In this context, the Internationally Recognized Government (IRG) of Yemen continues to consolidate its authority over semi-autonomous military organizations, which used to dominate the forces opposed to the rebel Houthis in the north of the country, but also in adjoining sea areas. Emirati forces, which used to equip and sponsor militias aligned with the now largely defunct Southern Transition Council, have now withdrawn their support, and their role in many areas has been taken over by the Saudis instead. 

There are still divisions within the forces arrayed against the Houthis. Southern separatists still have sway in some areas, for example, on the island of Socotra. There is also opposition to the influence of the Muslim Brotherhood-aligned Islah party in some IRG-controlled areas, and autonomous sentiment is still strong in the Hadramawt and Marah provinces in the east of the country. But the fact that the Saudis have now become the sole source of external funding in Yemen has persuaded many of the previously quarreling factions within the IRG to bury their differences and to come together.

This is particularly noticeable in the south-western provinces bordering the Red Sea, which are controlled by the IRG. Previously sponsored by the Emiratis, General Tariq Saleh has switched paymaster and is now an enthusiastic recipient of Saudi patronage. Naval units of his National Resistance Forces (NRF) led by General Tariq under the previous Emirati sponsors, enjoyed some success against arms smugglers operating between Iran and Somalia, through the Bab el-Mandeb up to the Hodeida area. These NRF naval units appear to have been revived and are now working with, but have not yet been integrated into the Yemeni Coastguard.

 

 

The new coastguard force also appears to now be operating with two new types of radar-equipped patrol boats, possibly surplus stock originally from Saudi sources. At least four 11-meter Chinese-designed catamarans suitable for inshore waters and eight 22-meter patrol boats manufactured in France by Chantier Naval Couach, as well as numerous speed boats, took part in a parade at sea on May 22 to mark the 36th anniversary of the establishment of the Republic of Yemen.  

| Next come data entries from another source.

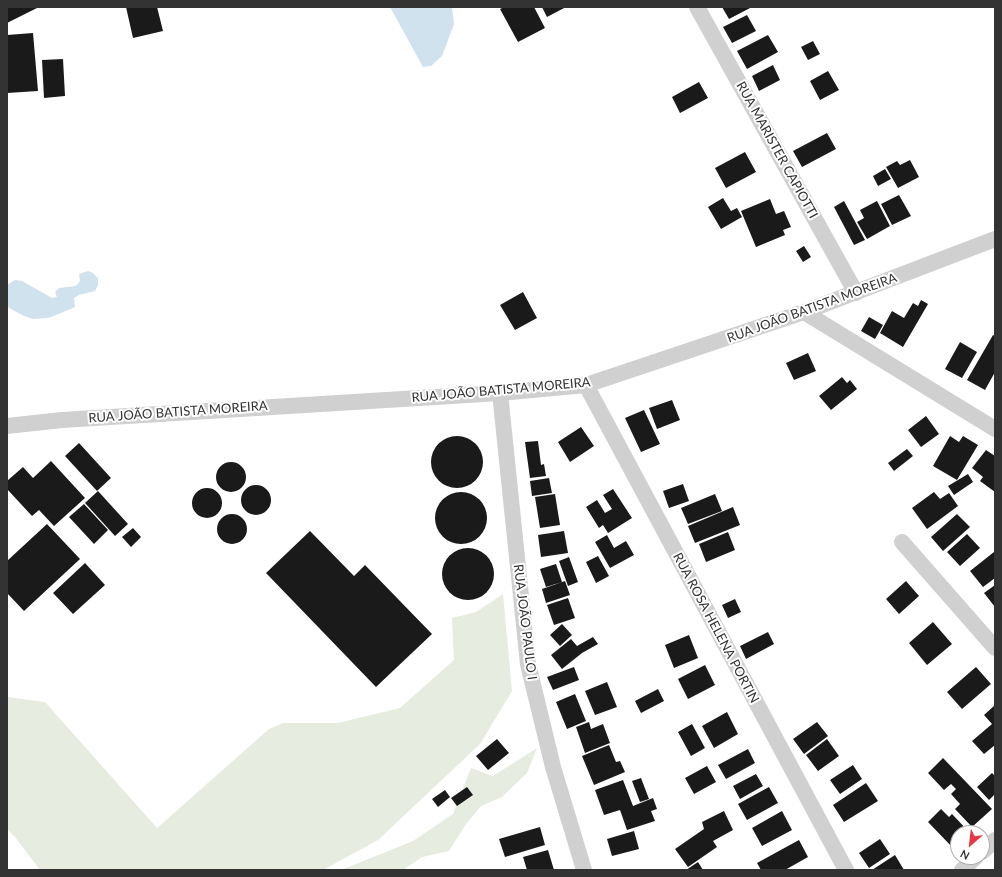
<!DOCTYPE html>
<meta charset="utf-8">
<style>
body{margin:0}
#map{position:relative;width:1002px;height:877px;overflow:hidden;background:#fff;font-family:Lato,sans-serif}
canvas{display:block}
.frame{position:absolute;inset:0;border:8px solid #333;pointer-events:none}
.north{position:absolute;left:950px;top:825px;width:40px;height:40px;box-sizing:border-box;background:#fff;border:1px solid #adadad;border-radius:50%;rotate:208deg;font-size:11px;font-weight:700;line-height:16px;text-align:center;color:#333}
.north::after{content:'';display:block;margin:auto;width:14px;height:18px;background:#e63946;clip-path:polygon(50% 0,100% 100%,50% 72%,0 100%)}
</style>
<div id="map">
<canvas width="1002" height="877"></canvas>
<div class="frame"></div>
<div class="north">N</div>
</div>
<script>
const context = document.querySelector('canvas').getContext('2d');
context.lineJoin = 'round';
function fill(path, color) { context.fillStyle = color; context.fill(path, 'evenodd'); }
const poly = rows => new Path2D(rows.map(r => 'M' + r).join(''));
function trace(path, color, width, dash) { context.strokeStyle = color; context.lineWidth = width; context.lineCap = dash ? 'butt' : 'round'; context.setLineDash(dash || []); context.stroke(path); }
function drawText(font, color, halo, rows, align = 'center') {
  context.font = font + ' Lato,sans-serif'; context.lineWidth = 4; context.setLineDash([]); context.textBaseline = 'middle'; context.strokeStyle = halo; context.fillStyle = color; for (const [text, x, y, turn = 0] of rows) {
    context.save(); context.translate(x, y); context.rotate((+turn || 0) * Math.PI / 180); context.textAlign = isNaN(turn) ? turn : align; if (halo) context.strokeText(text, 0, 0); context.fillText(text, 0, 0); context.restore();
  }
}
const green = poly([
 [503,594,512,691,480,744,378,840,323,870,40,870,15,837,7,829,7,697,45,702,157,828,269,729,283,723,338,723,400,708,454,660,452,618,476,612],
 [537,748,527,773,502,797,481,806,466,824,449,851,422,857,403,870,341,870,413,841,453,814,471,768,493,776]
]);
const water = poly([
 [390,7,452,7,454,24,442,56,431,66,423,67],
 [88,271,93,273,98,278,98,285,95,291,79,295,74,298,75,307,61,313,48,318,33,319,24,316,9,308,7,303,7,285,15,280,22,281,52,298,57,297,55,292,59,288,76,286,80,281,79,274]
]);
const building = poly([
 [7,7,39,7,7,23],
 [126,7,157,7,163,31,133,38],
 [504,7,534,7,545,28,518,42,500,9],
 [542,7,566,7,547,17],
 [722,7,752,7,729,19],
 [747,15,756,31,732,43,723,27],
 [33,33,38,91,7,93,7,35],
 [768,35,778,52,747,69,737,51],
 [813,41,820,54,808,60,801,47],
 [63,59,65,96,44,98,42,60],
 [773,65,780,80,759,91,752,76],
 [828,71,839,90,820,100,810,81],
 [699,82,708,98,680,113,672,97],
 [827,133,836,149,802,167,793,151],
 [745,152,756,172,726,188,715,168],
 [910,160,919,177,898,188,886,167,897,161,900,165],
 [885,169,891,179,878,186,873,176],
 [899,195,911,216,892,225,881,204],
 [723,198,731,211,737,208,742,217,721,229,708,207],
 [770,199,776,214,784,211,791,227,783,230,785,235,756,247,741,211],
 [844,201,865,240,854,245,834,207],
 [877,201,890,226,867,239,857,222,864,218,860,210],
 [804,246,811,257,803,262,796,251],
 [523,292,537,318,515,330,500,305],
 [921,300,928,304,903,347,880,333,892,311,904,318,913,303,918,306],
 [869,317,883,325,875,339,861,331],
 [993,335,995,336,995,372,985,390,967,380],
 [960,342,977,352,962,378,945,369],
 [808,353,816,371,794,380,786,363],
 [842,377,847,383,850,380,857,389,831,410,819,396],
 [672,400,680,420,657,429,649,408],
 [644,410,660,444,641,452,625,418],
 [926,416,939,434,921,447,908,430],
 [581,427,594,446,570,462,558,442],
 [950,436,959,442,963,436,978,445,957,480,933,466],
 '431 462a26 26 0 1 1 52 0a26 26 0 1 1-52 0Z',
 [538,441,541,465,544,464,546,476,530,478,525,442],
 [79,443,111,478,97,491,65,456],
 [907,449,913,456,894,471,888,463],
 [986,450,995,456,995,492,980,481,983,477,972,468],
 [51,461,85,498,54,526,39,510,32,516,7,489,7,481,23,467,33,478],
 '216 477a15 15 0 1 1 30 0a15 15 0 1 1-30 0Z',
 [968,474,973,482,954,495,948,486],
 [549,478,552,493,532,496,530,481],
 [683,484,689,501,669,508,663,491],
 '241 500a15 15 0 1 1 30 0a15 15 0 1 1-30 0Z',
 '192 503a15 15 0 1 1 30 0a15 15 0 1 1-30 0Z',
 [613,489,632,518,608,533,603,525,599,528,586,507,597,500,605,513,612,509,603,495],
 [98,491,128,524,115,536,85,503],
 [934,492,940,499,949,493,958,506,927,529,912,508],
 '435 518a26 26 0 1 1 52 0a26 26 0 1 1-52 0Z',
 [555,494,560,525,540,528,535,497],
 [715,494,722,511,688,524,681,508],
 [84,504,108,530,94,544,69,517],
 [733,507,740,525,695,543,688,526],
 '217 529a15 15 0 1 1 30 0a15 15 0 1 1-30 0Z',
 [957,514,970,527,943,551,931,537],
 [47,524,80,559,24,611,7,593,7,561],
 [133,528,141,537,131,547,122,537],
 [310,531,354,576,365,565,432,634,376,687,266,573],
 [564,531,568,553,541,557,538,535],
 [728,532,735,550,706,562,699,544],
 [967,534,980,548,960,566,947,552],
 [607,535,614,548,626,541,634,555,610,568,595,542],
 '442 574a26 26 0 1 1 52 0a26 26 0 1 1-52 0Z',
 [994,552,995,578,983,587,970,571],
 [598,556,609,576,596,583,586,562],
 [569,557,578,582,568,586,559,561],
 [85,563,105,585,73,614,53,593],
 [556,564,562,582,546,587,540,569],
 [565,581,570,595,546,603,542,589],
 [906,581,919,596,899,614,886,599],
 [995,585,995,607,984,593],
 [568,598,575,618,554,625,547,605],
 [735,599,741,612,728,618,722,605],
 [933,622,952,644,927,665,909,643],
 [562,624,572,635,560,646,550,635],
 [768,632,774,644,746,659,740,646],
 [689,635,698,658,674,668,665,645],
 [593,637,598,644,582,653,562,669,551,655,571,639,577,646],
 [705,665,715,685,688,699,678,679],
 [574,667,579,680,553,690,547,677],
 [976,667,991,684,962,709,947,692],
 [607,682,617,707,595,715,585,691],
 [658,689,664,701,641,713,635,701],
 [575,694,586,721,567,729,556,702],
 [995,705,995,745,984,754,972,741,992,724,984,715],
 [727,712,738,734,714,748,702,726],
 [589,722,591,729,603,724,610,743,585,753,576,727],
 [817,722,828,736,804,754,793,739],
 [692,724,705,748,691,756,678,732],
 [497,739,509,753,488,770,476,756],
 [827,739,839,756,818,771,806,755],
 [609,745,616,762,620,761,625,772,594,785,582,756],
 [748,749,755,763,726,779,718,765],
 [943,758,992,809,972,827,955,809,960,804,951,794,956,789,951,784,944,790,928,773],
 [853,765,862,779,840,794,830,780],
 [707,766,716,782,694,794,685,778],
 [992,773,995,776,995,794,989,800,977,787],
 [756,774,763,786,740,799,733,786],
 [641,778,649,799,640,802,632,781],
 [623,780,633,806,653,798,657,809,651,811,655,821,627,830,620,810,604,815,595,790],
 [866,783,878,801,844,822,833,805],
 [467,787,473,795,457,806,451,798],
 [769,787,778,803,747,820,738,804],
 [445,790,450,797,438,807,432,799],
 [941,809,949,817,952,814,970,833,958,833,958,845,954,849,928,822],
 [724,811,733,830,713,841,717,847,688,867,675,849,704,829,702,822],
 [782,811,792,830,762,846,752,828],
 [540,827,545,845,505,857,499,839],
 [634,831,639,849,612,856,607,839],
 [880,839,890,854,869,868,859,853],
 [799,840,808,857,785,870,761,870,757,863],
 [548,850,554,870,527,870,523,857],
 [895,855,904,870,872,870],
 [698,862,703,870,686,870]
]);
const minor = poly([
 [697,7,856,293],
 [804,312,995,429],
 [586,385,846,870],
 [500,393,528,664,553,767,584,870],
 [7,426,62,420,500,393,586,385,804,312,995,239],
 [902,542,995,648],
 [982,852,995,840],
 [962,870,976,857]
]);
const streetNames = [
 ["RUA MARISTER CAPIOTTI",777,150,61],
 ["RUA JOÃO BATISTA MOREIRA",812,308,-20],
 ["RUA JOÃO BATISTA MOREIRA",501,390,-5],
 ["RUA JOÃO BATISTA MOREIRA",178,412,-4],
 ["RUA JOÃO PAULO I",525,622,83],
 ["RUA ROSA HELENA PORTIN",716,628,62]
];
fill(green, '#e6ecdf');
fill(water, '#cfe2ee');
fill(building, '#1a1a1a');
trace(minor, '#d0d0d0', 16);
drawText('13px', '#333', '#fff', streetNames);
</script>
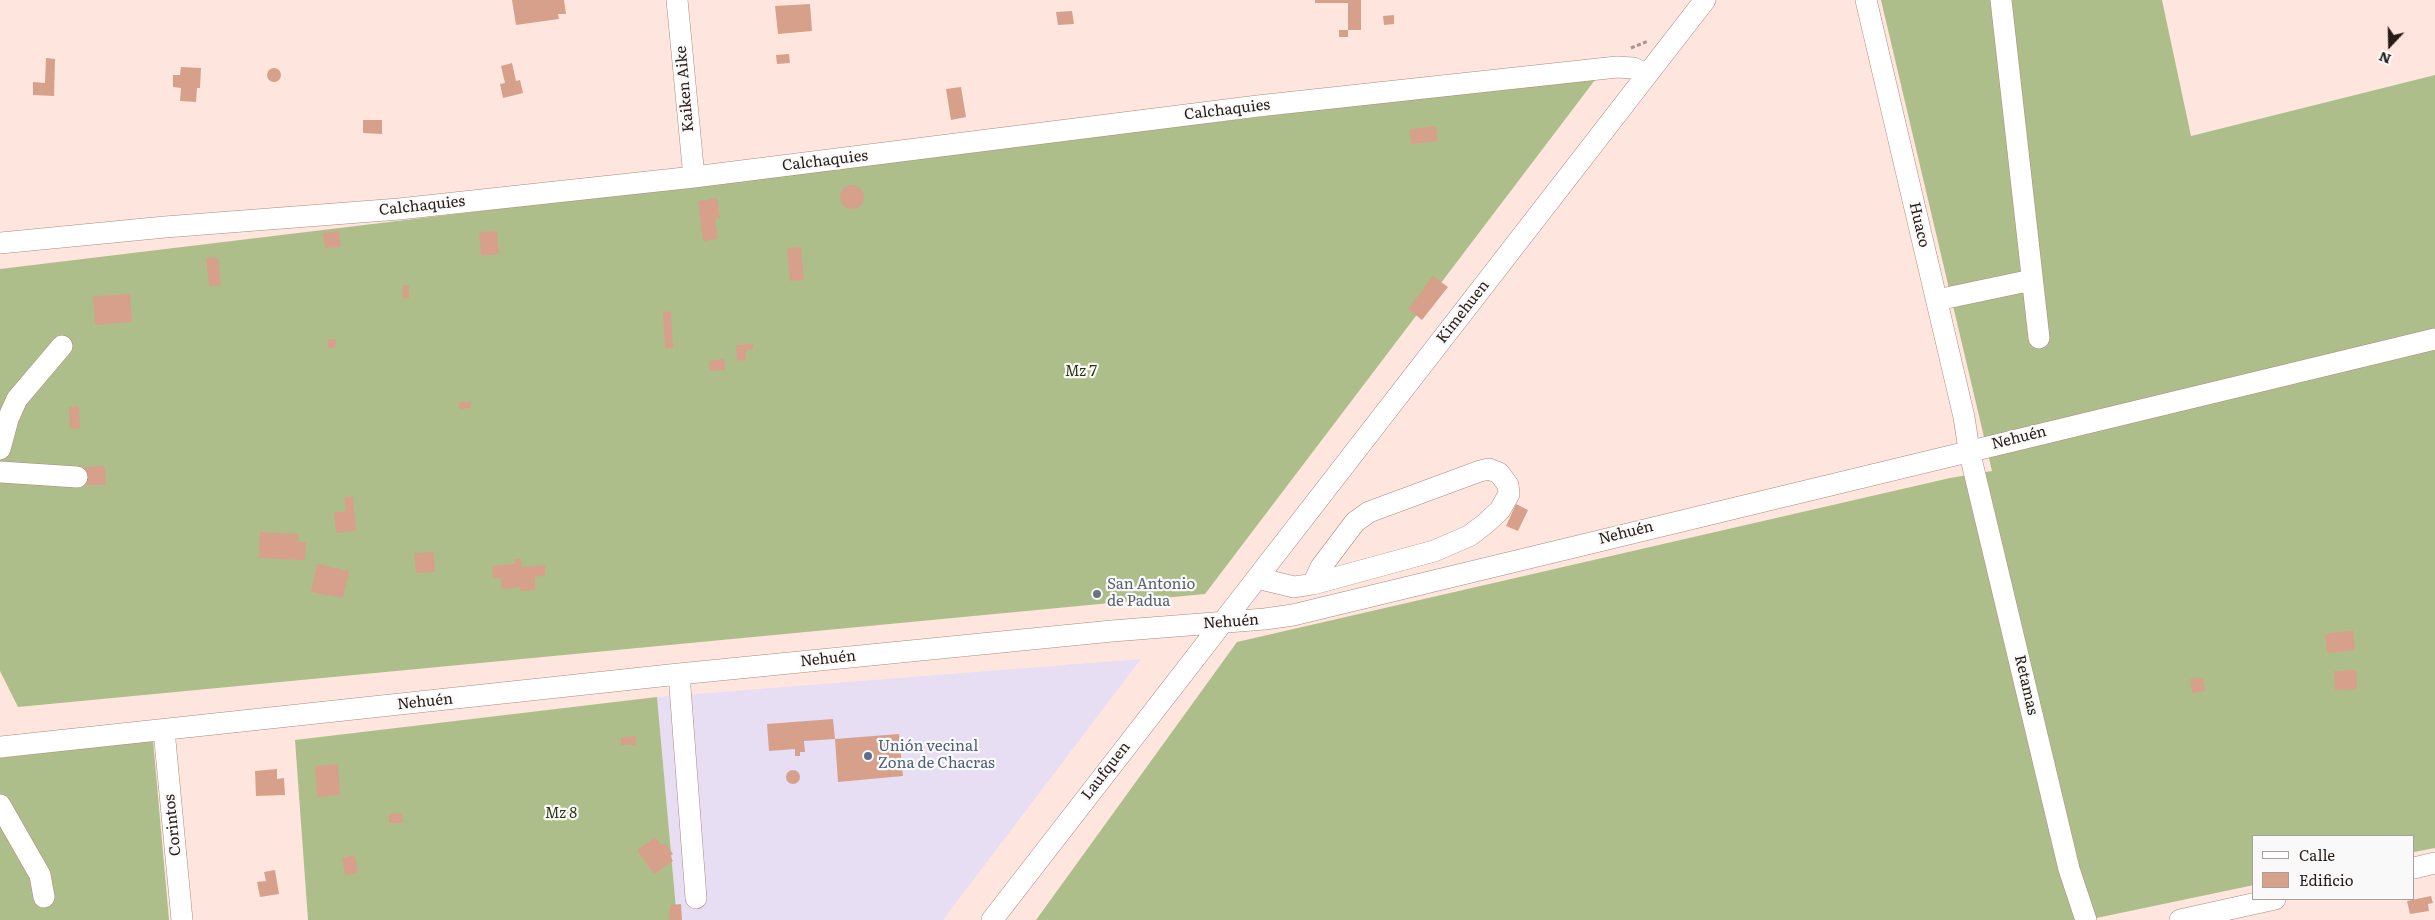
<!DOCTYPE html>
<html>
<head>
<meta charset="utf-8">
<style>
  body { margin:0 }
  #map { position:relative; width:2435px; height:920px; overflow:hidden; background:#fee6de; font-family:Literata,serif }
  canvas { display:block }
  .legend { position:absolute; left:2252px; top:835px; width:162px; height:65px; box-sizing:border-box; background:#f9f9f9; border:1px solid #a5a09e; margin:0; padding:6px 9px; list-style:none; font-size:15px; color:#281b16 }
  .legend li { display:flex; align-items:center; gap:10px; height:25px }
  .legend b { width:25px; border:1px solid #a5a09e }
  .north { position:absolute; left:2365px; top:20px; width:50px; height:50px; -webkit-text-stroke:4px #f9f9f9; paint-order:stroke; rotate:201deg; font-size:14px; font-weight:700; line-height:20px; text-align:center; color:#281b16 }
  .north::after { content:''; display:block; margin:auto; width:18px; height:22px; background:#281b16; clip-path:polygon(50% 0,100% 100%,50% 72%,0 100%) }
</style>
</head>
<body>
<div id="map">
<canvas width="2435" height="920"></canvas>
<ul class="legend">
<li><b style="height:6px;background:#fff"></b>Calle</li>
<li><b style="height:14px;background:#d7a08b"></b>Edificio</li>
</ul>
<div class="north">N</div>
</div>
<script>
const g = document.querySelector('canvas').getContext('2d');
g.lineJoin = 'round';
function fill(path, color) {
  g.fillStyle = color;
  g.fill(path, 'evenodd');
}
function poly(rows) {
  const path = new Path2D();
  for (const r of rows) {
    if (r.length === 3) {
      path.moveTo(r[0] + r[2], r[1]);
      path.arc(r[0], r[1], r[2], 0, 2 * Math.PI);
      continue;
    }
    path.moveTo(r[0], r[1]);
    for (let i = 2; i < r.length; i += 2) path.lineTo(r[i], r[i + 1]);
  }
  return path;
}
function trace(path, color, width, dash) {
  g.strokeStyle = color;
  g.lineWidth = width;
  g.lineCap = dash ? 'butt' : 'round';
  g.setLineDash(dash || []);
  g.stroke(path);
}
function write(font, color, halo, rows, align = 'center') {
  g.font = font + ' Literata,serif';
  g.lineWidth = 4.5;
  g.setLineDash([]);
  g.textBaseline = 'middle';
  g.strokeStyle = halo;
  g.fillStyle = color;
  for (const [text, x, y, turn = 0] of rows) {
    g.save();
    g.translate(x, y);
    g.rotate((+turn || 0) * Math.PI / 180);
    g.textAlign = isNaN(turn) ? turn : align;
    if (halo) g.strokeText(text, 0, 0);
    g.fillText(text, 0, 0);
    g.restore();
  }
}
fill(poly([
  [1141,659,943,920,677,920,657,697]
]), '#e7def3');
fill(poly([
  [1881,0,2162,0,2191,136,2435,75,2435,848,2414,852,2414,836,2254,836,2254,885,2087,920,1036,920,1237,642,1950,478,1992,471],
  [1598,76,1205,594,18,707,0,671,0,269],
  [657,697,677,920,308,920,295,740],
  [153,740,169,920,0,920,0,758]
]), '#aebe8a');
fill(poly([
  [512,0,564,0,566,14,558,14,559,19,516,25],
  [1315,0,1361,0,1361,30,1348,30,1348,3,1315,3],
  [810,4,812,31,778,34,775,6],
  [1072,11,1074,24,1058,25,1056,12],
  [1394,15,1394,24,1384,25,1383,16],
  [1339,30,1348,30,1348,37,1339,37],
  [789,54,790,63,777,64,776,55],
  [46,58,55,59,54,96,33,95,33,82,45,83],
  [512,63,516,81,520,80,523,93,503,98,500,84,505,83,501,66],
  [181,67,201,68,200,88,197,88,196,102,180,101,181,88,173,87,173,75,180,75],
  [274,75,7],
  [961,87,966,117,951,120,946,89],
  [363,120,382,120,382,134,363,133],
  [1436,126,1438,141,1411,144,1410,129],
  [852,197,12],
  [717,198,720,218,715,219,718,239,703,241,698,201],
  [339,231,341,247,325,248,323,233],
  [497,231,499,254,481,256,479,232],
  [801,247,804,280,790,281,787,248],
  [218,257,221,285,209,286,206,258],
  [1433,276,1448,287,1422,320,1408,309],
  [403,285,409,285,409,298,402,298],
  [130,294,132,322,95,325,93,296],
  [671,311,673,348,665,348,663,312],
  [328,339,336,339,335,348,328,348],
  [753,344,753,350,746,350,746,360,737,361,736,345],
  [724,359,725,370,710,371,709,361],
  [459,402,471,402,471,408,459,409],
  [79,406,80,428,70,429,69,407],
  [105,466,106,485,85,485,85,467],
  [353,496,356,531,336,533,334,513,346,511,344,497],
  [1516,504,1528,510,1518,531,1506,526],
  [260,532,299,534,298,542,306,542,305,560,259,558],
  [434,552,435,572,416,573,414,553],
  [514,559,521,559,522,567,545,565,545,576,535,577,535,590,520,591,520,587,502,589,501,578,493,578,492,566,515,564],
  [317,564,349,571,343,598,311,592],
  [2353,630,2355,650,2327,653,2325,634],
  [2356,670,2357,689,2335,690,2334,671],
  [2203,678,2205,691,2192,693,2190,679],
  [833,719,835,739,899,734,903,776,838,782,835,739,804,741,805,752,800,752,800,756,795,756,795,749,769,751,767,724],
  [636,736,636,745,621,745,621,737],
  [338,764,340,795,317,797,315,766],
  [277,769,277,779,284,778,285,795,256,796,255,771],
  [793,777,7],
  [402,813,403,823,389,823,389,814],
  [655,837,661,845,665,843,673,854,670,856,673,861,654,874,637,850],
  [355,855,358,873,345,875,342,858],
  [275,870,279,894,260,897,257,882,266,881,264,872],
  [2431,896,2433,903,2428,904,2429,911,2410,914,2407,901],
  [681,904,682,920,669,920,670,905]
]), '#d7a08b');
const minor = poly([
  [677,0,694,177],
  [1866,0,1964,417,1969,450,2069,869,2086,920],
  [2001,0,2039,338],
  [0,243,165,227,399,209,694,177,1258,106,1617,67,1633,68,1647,74],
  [1937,300,2032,280],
  [0,449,8,419,17,399,62,346],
  [0,472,77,477],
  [1257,578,1294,587,1313,584,1434,551,1469,536,1485,524,1500,510,1509,494,1508,485,1499,473,1489,469,1480,471,1369,512,1355,522,1321,567,1313,584],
  [679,674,696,898],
  [164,730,182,920],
  [0,747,679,674,1112,631,1265,619,1293,615,2435,339],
  [0,805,40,875,44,897],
  [2414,868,2435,863],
  [992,920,1705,0],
  [2180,920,2275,899]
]);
trace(minor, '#ac897d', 22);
trace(poly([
  [1631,48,1648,41]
]), '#a9958e', 3, [4, 2.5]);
trace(minor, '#fff', 21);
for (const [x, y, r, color] of [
  [1097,594,5,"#6b7280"],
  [868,756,5,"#5c6f8a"]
]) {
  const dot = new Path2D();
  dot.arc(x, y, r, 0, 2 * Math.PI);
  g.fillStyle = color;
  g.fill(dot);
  trace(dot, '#f9f9f9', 2);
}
write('15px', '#281b16', '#f9f9f9', [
  ["Kaiken Aike",685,89,-95],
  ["Calchaquies",1227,110,-7],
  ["Calchaquies",825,161,-7],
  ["Calchaquies",422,206,-6],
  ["Huaco",1919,225,77],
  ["Kimehuen",1463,312,-52],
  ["Nehuén",2019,438,-14],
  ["Nehuén",1626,533,-14],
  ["Nehuén",1231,622,-4],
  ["Nehuén",828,659,-6],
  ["Retamas",2026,685,77],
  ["Nehuén",425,702,-6],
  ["Laufquen",1106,771,-52],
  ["Corintos",173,825,-96]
]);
write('italic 15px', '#2b350d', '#f9f9f9', [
  ["Mz 7",1081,372],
  ["Mz 8",561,814]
]);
write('15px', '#5b616d', '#f9f9f9', [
  ["San Antonio",1107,585],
  ["de Padua",1107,602]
], 'left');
write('15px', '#4e5e75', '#f9f9f9', [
  ["Unión vecinal",878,747],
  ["Zona de Chacras",878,764]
], 'left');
</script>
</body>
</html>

The new Coastguard Red Sea Sector appears to have been allocated to the NRF naval force. The sector is responsible for the coastal waters between Perim and the Hanish Islands, and up the coast to the front line between IRG and Houthi forces south of Hodeida. Harbor facilities on the Hanish Islands are to be improved with Saudi funding. The sea area between the Djibouti coastline and Perim Island is 11 nautical miles wide, much narrower than the Strait of Hormuz. So if the new Coastguard Red Sea Sector could control movement in the southern Red Sea, it could restrict Iranian resupply to the Houthis from Iran, although the Houthis would still be able to smuggle in material from Eritrea across the Red Sea. 

 

Chinese-designed 11m inshore patrol catamaran (Video from @aljoumhouriyatv)

 

Further south in the Gulf of Aden, through which the Maritime Ship Transit Corridor passes, the reinvigoration of the Yemeni Coastguard continues, in a project sponsored by the Saudis, the United Kingdom, and EU donors. In November, the British Minister responsible for the Middle East, Hamish Falconer, visited the Yemeni Coastguard's facility in Aden and was taken on a tour of the 200GT patrol boat Aden (IMO 4698611), which British aid helped refurbish for the Yemeni Coastguard. The Mayun, a new Coastguard patrol boat sponsored by the UK aid program, is now based on Perim Island, and covers the Bab el-Mandeb area. To be further effective, the Coastguard needs both patrols at sea, but also an improved maritime intelligence picture, relying not just on AIS feeds but also on a rebuilding of the coastal radar coverage with which Yemen used to be well equipped in pre-civil war days.